[Records from a data source]
Start of Block
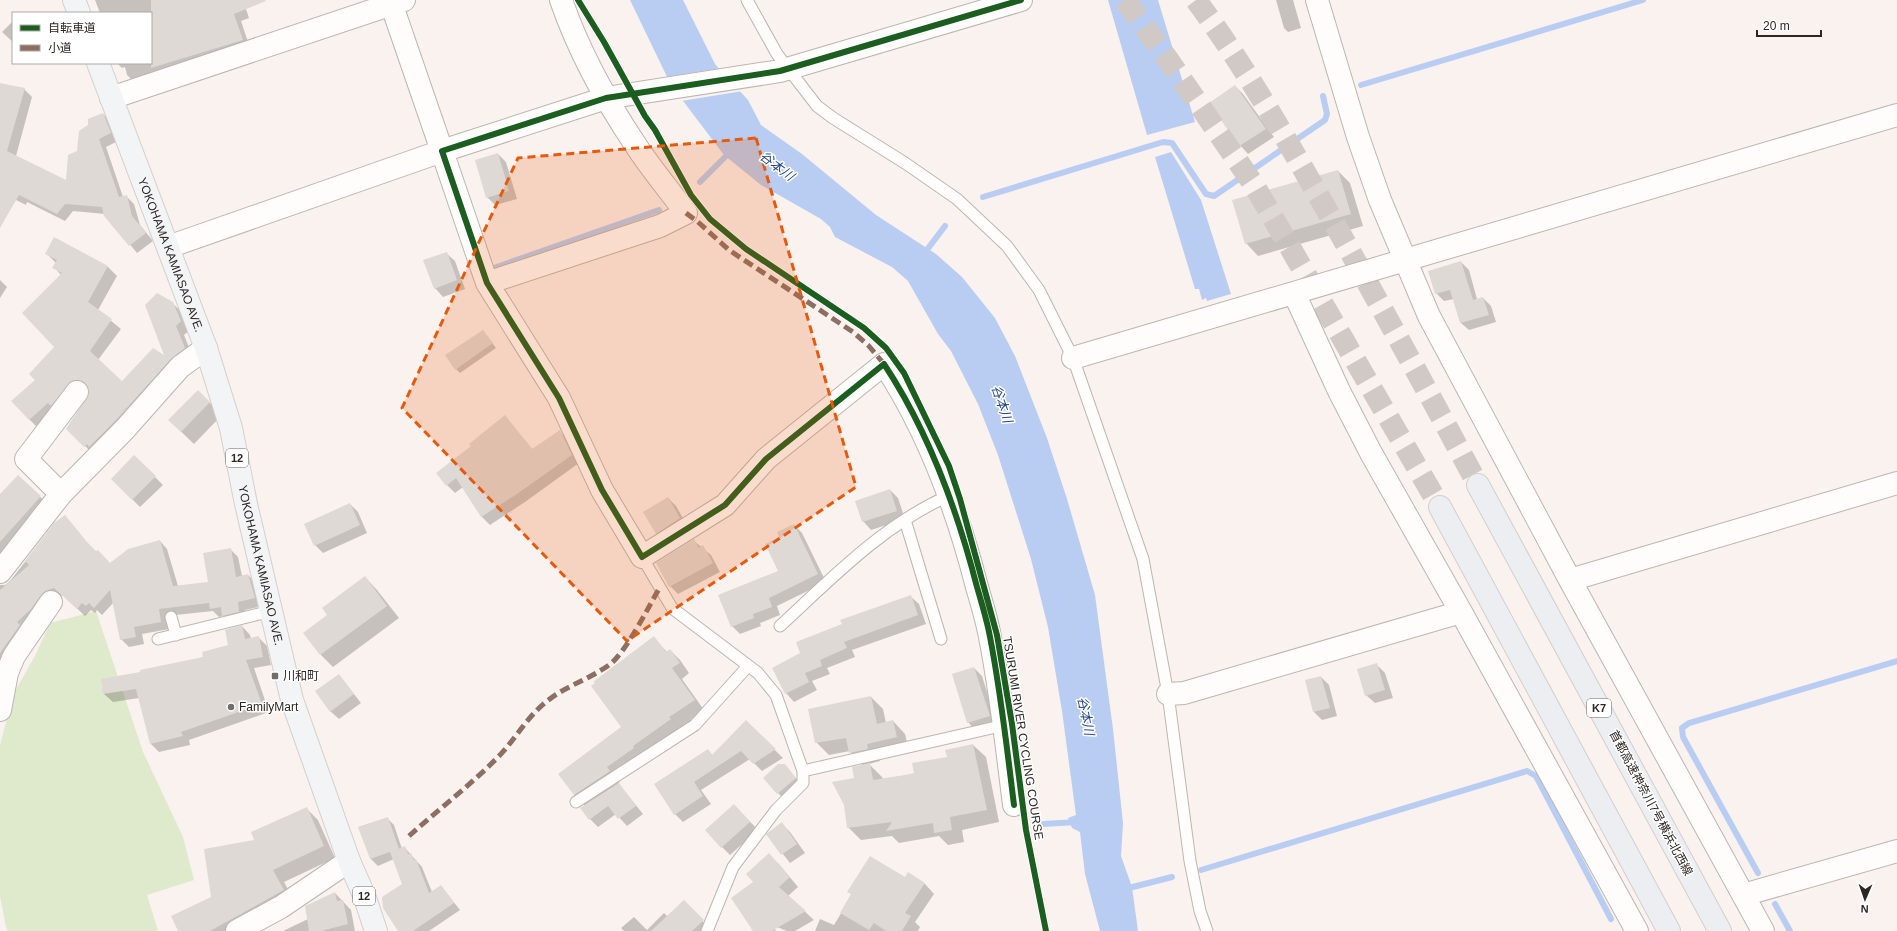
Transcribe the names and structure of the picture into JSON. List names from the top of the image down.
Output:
{
  "streets": {
    "highway": ["K7", "首都高速神奈川7号横浜北西線"],
    "main road": ["YOKOHAMA KAMIASAO AVE.", "12"],
    "cycle path": ["TSURUMI RIVER CYCLING COURSE"]
  },
  "water": ["谷本川"],
  "places": {
    "transit": ["川和町"],
    "other": ["FamilyMart"]
  },
  "legend": ["自転車道", "小道"],
  "scale_bar": "20 m",
  "north": "bottom"
}
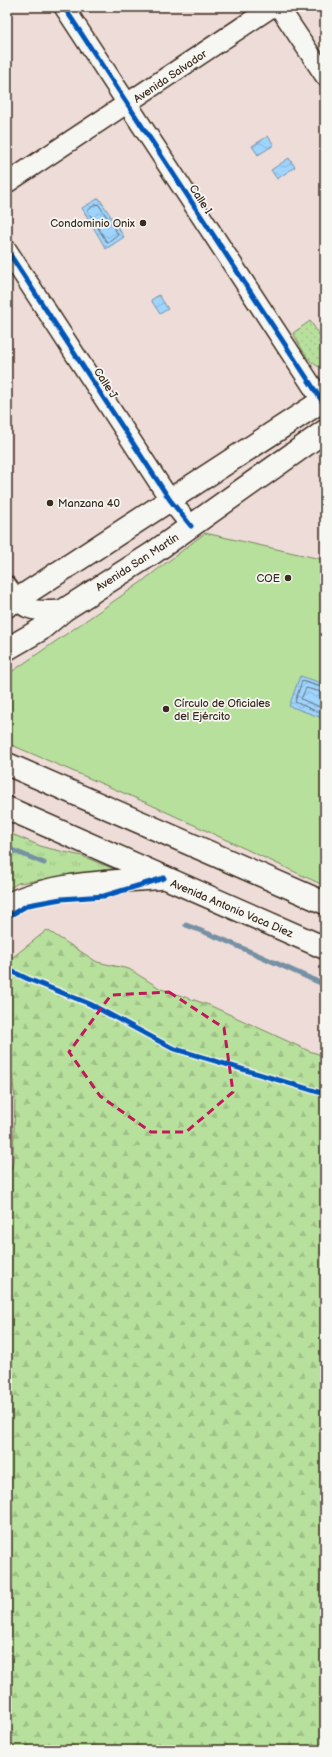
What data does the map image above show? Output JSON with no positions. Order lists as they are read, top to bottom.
{
  "streets": {
    "main road": ["Avenida San Martín", "Avenida Antonio Vaca Diez"],
    "street": ["Avenida Salvador", "Calle I", "Calle J"]
  },
  "crossings": [
    ["Avenida Salvador", "Calle I"],
    ["Calle J", "Avenida San Martín"]
  ],
  "places": [
    "Condominio Onix",
    "Manzana 40",
    "COE",
    "Círculo de Oficiales del Ejército"
  ]
}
End of Block
■ What to produce
The range begins at the line containing "What data does" and ends at the last line of the entries; reproduce it exactly.

■ Answer box
What data does the map image above show? Output JSON with no positions. Order lists as they are read, top to bottom.
{
  "streets": {
    "main road": ["Avenida San Martín", "Avenida Antonio Vaca Diez"],
    "street": ["Avenida Salvador", "Calle I", "Calle J"]
  },
  "crossings": [
    ["Avenida Salvador", "Calle I"],
    ["Calle J", "Avenida San Martín"]
  ],
  "places": [
    "Condominio Onix",
    "Manzana 40",
    "COE",
    "Círculo de Oficiales del Ejército"
  ]
}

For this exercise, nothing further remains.